Changes in the environment (plagues, diseases, new predators,
competence.... ) may lead to a new carrying capacity for a population:
Strategies for Survival: r-strategy and k-strategy
R-strategy species:
- reproduce rapidly (high birth rates)
- abundant offspring
- little investment in care of the
offspring: much of the offspring dies
- live in changing, unstable
environments
- bacteria, insects, fish... (small-
sized species)
K-strategy species:
- slow reproduction (low birth
rates)
- produce few offspring
- big investment in care of the
offspring, which takes time to
develop and grow adult.
- live in stable environments, to
which they are well adapted.
- big-sized species
Ecosystems change over time: ECOLOGICAL SUCCESSIONS
An ECOLOGICAL SUCCESSION is an ordered sequence of changes in the
composition (species) and structure of a community over time, until it reaches
a stable state called climax community.
- Successions happen because the living beings modify their environment
by making it more favourable for more complex organisms. Environmental
factors such as climate (draught, floods...) fires, volcano eruptions, may also
alter the ecosystems.
Given enough time and
favourable conditions, a
pond may transform
into a forest.
If a succession begins in a new area, where no previous community was
established (e.g. on a sand dune, or on a new volcanic island, it is called a
PRIMARY SUCCESSION.
Pioneer species, with little nutritional needs, small size and resistant to
unstable conditions, are the first to establish on the bare land. They are
r-strategists such as lichens and mosses.

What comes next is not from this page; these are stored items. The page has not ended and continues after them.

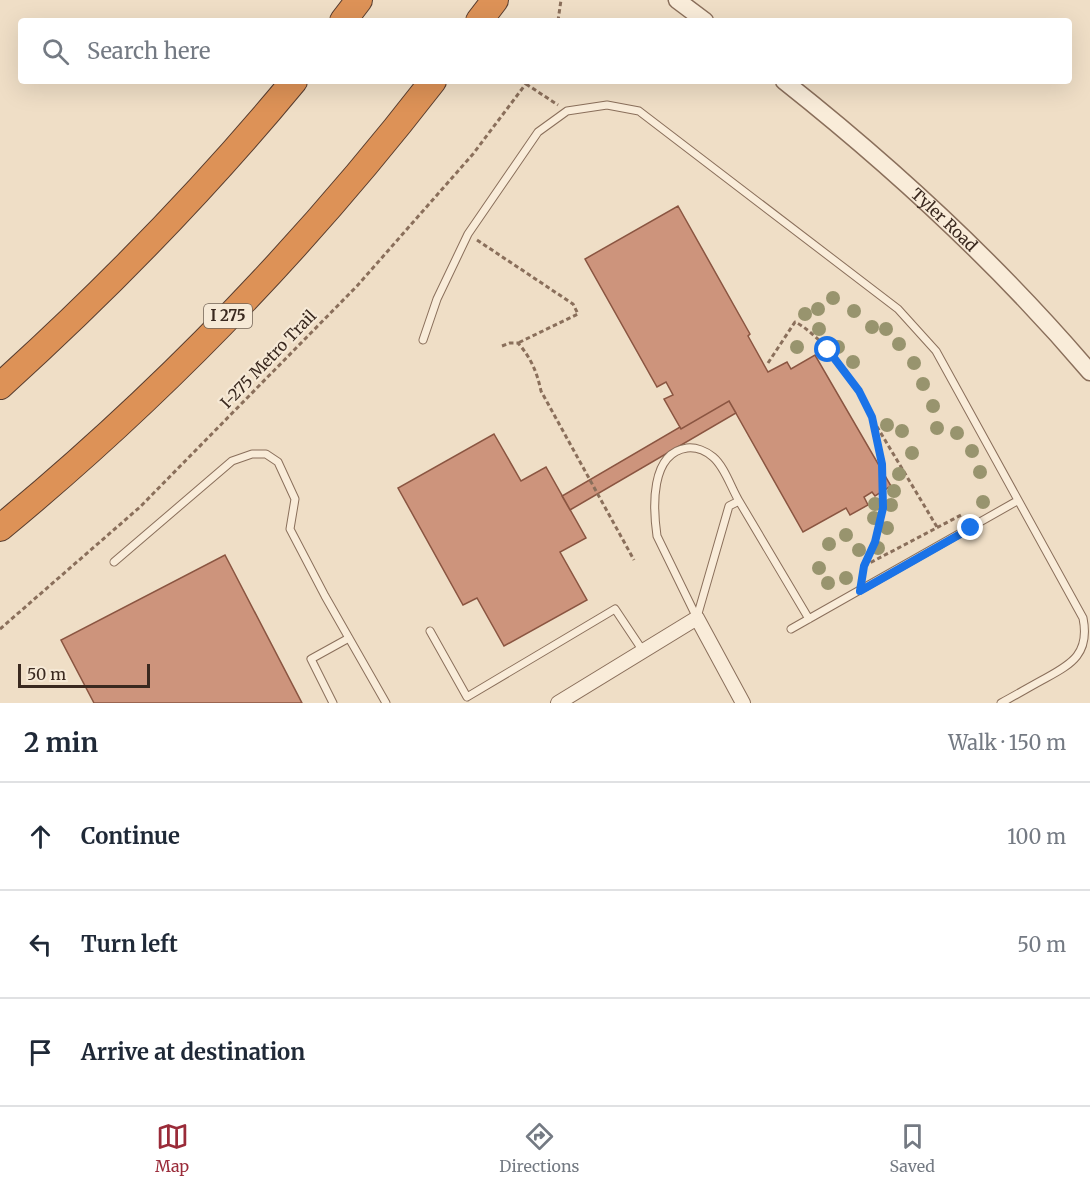 <!DOCTYPE html>
<meta charset="utf-8">
<style>
:root{--surface:#fff;--page:#f6f6f7;--text:#1f2937;--muted:#747a83;--line:#e0e1e3;--accent:#9a2b39}
body{margin:0;font-family:Merriweather,serif;background:var(--page);color:var(--text)}
.scale{position:absolute;left:18px;bottom:15px;width:132px;box-sizing:border-box;padding-left:6px;border:3px solid #3a291f;border-top:0;font-size:16px;line-height:21px;white-space:nowrap;color:#3a291f;-webkit-text-stroke:4px #f6e9d6;paint-order:stroke}
.stop{position:absolute;width:18px;height:18px;margin:-14px;border:4px solid #1a73e8;border-radius:50%;background:#fff}
.stop.end{background:#1a73e8;border-color:#fff;box-shadow:0 2px 6px #0008}
.list{margin:0;padding:0;list-style:none}
h2{display:flex;justify-content:space-between;align-items:center;height:78px;margin:0;padding:0 24px;font-size:26px}
h2 small{font-size:20px;font-weight:400;color:var(--muted)}
.list li{display:grid;grid-template-columns:39px 1fr auto;gap:18px;align-items:center;box-sizing:border-box;height:108px;padding:0 24px;border-top:2px solid var(--line)}
.list b{display:block;font-size:22px;white-space:nowrap}
.list em{font-size:20px;font-style:normal;color:var(--muted)}
.icon{flex:none;width:33px;height:33px;fill:none;stroke:currentColor;stroke-width:2;stroke-linecap:round;stroke-linejoin:round}
.map{position:relative;flex:none;width:1090px;height:703px;overflow:hidden}
.search{position:absolute;background:var(--surface);box-shadow:0 6px 24px #0002;left:18px;right:18px;top:18px;height:66px;display:flex;align-items:center;gap:15px;box-sizing:border-box;padding:0 21px;border-radius:6px;color:var(--muted);font-size:22px}
.sheet{height:402px;background:var(--surface)}
nav{display:flex;justify-content:space-around;align-items:center;box-sizing:border-box;height:84px;border-top:2px solid var(--line);background:var(--surface);font-size:16px;color:var(--muted)}
nav a{display:grid;justify-items:center;gap:3px}
nav .on{color:var(--accent)}
.map>svg:first-child{display:block}
.building{fill:#cd947c;stroke:#8a5541;stroke-width:1.5}
.lines{fill:none;stroke-linecap:round;stroke-linejoin:round}
.service-casing{stroke:#8a6f5b;stroke-width:9}
.minor-casing{stroke:#8a6f5b;stroke-width:16}
.tertiary-casing{stroke:#8a6f5b;stroke-width:19}
.motorway-casing{stroke:#583d2f;stroke-width:28}
.path{stroke:#8a6f5b;stroke-width:3;stroke-dasharray:4.5 3;stroke-linecap:butt}
.service{stroke:#f9ecd9;stroke-width:7}
.minor{stroke:#f9ecd9;stroke-width:14}
.tertiary{stroke:#f9ecd9;stroke-width:16}
.motorway{stroke:#dd9257;stroke-width:26}
.tree{fill:#98946e}
.route{stroke:#1a73e8;stroke-width:8}
.labels{text-anchor:middle;stroke-width:4.5;stroke-linejoin:round;paint-order:stroke}
.shield{fill:#f6e9d6;stroke:#726356;stroke-width:1.5}
.shield-label{font-size:15px;font-weight:bold;fill:#3a291f}
.street-label{font-size:16px;fill:#3a291f;stroke:#f6e9d6}
</style>
<div class="map">
<svg width="1090" height="703" viewBox="0 0 1090 703">
<rect width="100%" height="100%" fill="#efdec6"/>
<!-- building -->
<path class="building" d="M 678,206 L 750,334 L 748,336 L 768,372 L 787,362 L 791,369 L 815,355 L 891,486 L 875,496 L 872,492 L 864,497 L 868,505 L 850,515 L 846,508 L 803,532 L 729,401 L 681,429 L 664,399 L 673,395 L 666,382 L 657,387 L 585,259 Z
M 729,401 L 736,413 L 570,510 L 562,496 L 680,427 L 681,429 Z
M 494,434 L 521,481 L 546,467 L 586,538 L 560,552 L 587,600 L 504,646 L 477,598 L 463,605 L 398,488 Z
M 225,555 L 302,703 L 94,703 L 61,640 Z"/>
<g class="lines">
<defs>
<path id="service" d="M 423,340 L 437,299 L 468,234 L 538,132 L 567,111 L 607,105 L 639,111 L 898,309 L 936,351 L 1083,618 C 1090,653 1072,664 1046,678 C 1031,686 1016,695 1001,703
M 114,562 L 232,461 L 252,454 L 266,454 L 278,462 L 295,499 L 290,529 L 325,596 L 386,703
M 697,617 L 729,506 L 739,501 L 809,619
M 697,618 L 657,536 C 653,508 650,453 687,448 C 696,447 706,451 713,457 C 725,467 731,488 739,501
M 791,629 L 1017,501
M 430,631 L 467,697 L 615,609 L 643,651
M 333,703 L 311,659 L 349,638"/>
<path id="minor" d="M 558,703 L 697,618 L 743,703"/>
<g id="tertiary">
<path d="M 677,0 L 705,21"/>
<path id="s1" d="M 784,81 C 895,169 998,264 1090,372"/>
</g>
<path id="motorway" d="M 343,21 L 359,0
M 479,21 L 495,0
M 0,386 C 105,291 204,190 294,81
M 0,528 C 160,396 306,245 433,81"/>
</defs>
<!-- service casing -->
<use href="#service" class="service-casing"/>
<!-- minor casing -->
<use href="#minor" class="minor-casing"/>
<!-- tertiary casing -->
<use href="#tertiary" class="tertiary-casing"/>
<!-- motorway casing -->
<use href="#motorway" class="motorway-casing"/>
<!-- path -->
<path class="path" d="M 558,21 L 561,0
M 526,84 L 558,105
M 477,240 L 573,304 L 578,314 L 518,343
M 502,346 L 510,343 L 518,343 C 531,358 537,372 541,391 L 634,560
M 768,363 L 795,322 C 822,335 862,389 872,418 C 881,445 885,480 882,509 C 880,532 868,552 862,574
M 873,420 L 937,527
M 864,566 L 963,514
M 0,629 L 140,507 L 357,286 L 473,154 L 528,81"/>
<!-- service -->
<use href="#service" class="service"/>
<!-- minor -->
<use href="#minor" class="minor"/>
<!-- tertiary -->
<use href="#tertiary" class="tertiary"/>
<!-- motorway -->
<use href="#motorway" class="motorway"/>
</g>
<!-- trees -->
<g class="tree">
<circle cx="833" cy="298" r="7"/>
<circle cx="818" cy="309" r="7"/>
<circle cx="854" cy="311" r="7"/>
<circle cx="805" cy="314" r="7"/>
<circle cx="872" cy="327" r="7"/>
<circle cx="819" cy="329" r="7"/>
<circle cx="886" cy="329" r="7"/>
<circle cx="899" cy="344" r="7"/>
<circle cx="797" cy="347" r="7"/>
<circle cx="838" cy="347" r="7"/>
<circle cx="853" cy="362" r="7"/>
<circle cx="914" cy="363" r="7"/>
<circle cx="923" cy="384" r="7"/>
<circle cx="933" cy="406" r="7"/>
<circle cx="887" cy="425" r="7"/>
<circle cx="937" cy="428" r="7"/>
<circle cx="902" cy="431" r="7"/>
<circle cx="957" cy="433" r="7"/>
<circle cx="972" cy="451" r="7"/>
<circle cx="912" cy="453" r="7"/>
<circle cx="980" cy="472" r="7"/>
<circle cx="899" cy="474" r="7"/>
<circle cx="894" cy="491" r="7"/>
<circle cx="983" cy="502" r="7"/>
<circle cx="875" cy="504" r="7"/>
<circle cx="891" cy="505" r="7"/>
<circle cx="874" cy="518" r="7"/>
<circle cx="887" cy="528" r="7"/>
<circle cx="846" cy="535" r="7"/>
<circle cx="829" cy="544" r="7"/>
<circle cx="878" cy="548" r="7"/>
<circle cx="859" cy="550" r="7"/>
<circle cx="819" cy="568" r="7"/>
<circle cx="846" cy="578" r="7"/>
<circle cx="828" cy="583" r="7"/>
</g>
<g class="lines">
<!-- route -->
<path class="route" d="M 828,350 L 859,391 L 872,417 L 882,464 L 883,508 L 875,542 L 864,566 L 860,591 L 971,528"/>
</g>
<g class="labels">
<!-- shield labels -->
<rect class="shield" x="204" y="304" width="48" height="24" rx="4.5"/>
<g class="shield-label">
<text x="228" y="321">I 275</text>
</g>
<!-- street labels -->
<g class="street-label">
<text dy="6" stroke="none"><textPath href="#s1" startOffset="212">Tyler Road</textPath></text>
<text transform="translate(268 359) rotate(-46)" y="6">I-275 Metro Trail</text>
</g>
</g>
</svg>
<div class="scale">50 m</div>
<div class="stop" style="left:828px;top:350px"></div>
<div class="stop end" style="left:971px;top:528px"></div>
<div class="search"><svg class="icon" aria-label="search" viewBox="0 0 24 24"><circle cx="10" cy="10" r="6"/><path d="M15 15l6 6"/></svg>Search here</div>
</div>
<section class="sheet">
<h2>2 min<small>Walk · 150 m</small></h2>
<ul class="list">
<li><svg class="icon" aria-label="ahead" viewBox="0 0 24 24"><path d="M12 20V5M6 11l6-6 6 6"/></svg><div><b>Continue</b></div><em>100 m</em></li>
<li><svg class="icon" aria-label="left" viewBox="0 0 24 24"><path d="M17 20v-9H6M10 6l-5 5 5 5"/></svg><div><b>Turn left</b></div><em>50 m</em></li>
<li><svg class="icon" aria-label="arrive" viewBox="0 0 24 24"><path d="M6 21V4h12l-3 4 3 4H6"/></svg><div><b>Arrive at destination</b></div></li>
</ul>
</section>
<nav>
<a class="on"><svg class="icon" aria-label="map" viewBox="0 0 24 24"><path d="M3 6l6-2 6 2 6-2v14l-6 2-6-2-6 2zM9 4v14M15 6v14"/></svg>Map</a>
<a><svg class="icon" aria-label="directions" viewBox="0 0 24 24"><path d="M12 3l9 9-9 9-9-9zM9 14v-3h6M13 9l2 2-2 2"/></svg>Directions</a>
<a><svg class="icon" aria-label="saved" viewBox="0 0 24 24"><path d="M7 4h10v16l-5-4-5 4z"/></svg>Saved</a>
</nav>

The activity of these organisms
produce the meteorization of the rock
(both physical and chemical).
When these first colonizers die, their organic matter helps to create a fertile
soil, where other (a little more complex) organisms will establish: ferns, herbs
and bushes, and finally, trees.
FERNSHERBS, BUSHES
As these new plants die, the humus (organic part of the soil) increases, and
the soil becomes deeper and more structured.
K-strategists start to
replace r-strategists,
as they are better
competitors in stable
environments.
Animal species follow the changes in the plant species as the succession
progresses.
Finally -ideally- all the ecosystems progress in a succession until they reach a
final state called CLIMAX COMMUNITY, where the maximal biodiversity and
stability is achieved.
Different CLIMAX COMMUNITIES in different latitudes.
Carballeira
Aciñeira
Bosque de faias
Tropical forest
SECONDARY SUCCESSIONS happen on a place with the previous
ecosystem was completely or partially destroyed by natural or artificial causes
(fires, volcano eruptions, floods...). These ecosystems keep their soil, so
secondary successions are normally faster than primary successions.